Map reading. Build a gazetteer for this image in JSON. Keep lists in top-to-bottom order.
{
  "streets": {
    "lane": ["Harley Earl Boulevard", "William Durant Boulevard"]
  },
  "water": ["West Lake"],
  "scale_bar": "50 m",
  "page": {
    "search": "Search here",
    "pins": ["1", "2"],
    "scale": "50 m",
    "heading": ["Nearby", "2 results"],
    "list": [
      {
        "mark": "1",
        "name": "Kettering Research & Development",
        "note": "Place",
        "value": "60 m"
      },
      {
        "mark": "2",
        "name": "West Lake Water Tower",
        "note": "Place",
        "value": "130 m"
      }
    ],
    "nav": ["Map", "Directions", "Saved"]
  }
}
+-------+
__Task statement__: All the material above is to be returned exactly as it stands.

__Reply to the exercise__:
Map reading. Build a gazetteer for this image in JSON. Keep lists in top-to-bottom order.
{
  "streets": {
    "lane": ["Harley Earl Boulevard", "William Durant Boulevard"]
  },
  "water": ["West Lake"],
  "scale_bar": "50 m",
  "page": {
    "search": "Search here",
    "pins": ["1", "2"],
    "scale": "50 m",
    "heading": ["Nearby", "2 results"],
    "list": [
      {
        "mark": "1",
        "name": "Kettering Research & Development",
        "note": "Place",
        "value": "60 m"
      },
      {
        "mark": "2",
        "name": "West Lake Water Tower",
        "note": "Place",
        "value": "130 m"
      }
    ],
    "nav": ["Map", "Directions", "Saved"]
  }
}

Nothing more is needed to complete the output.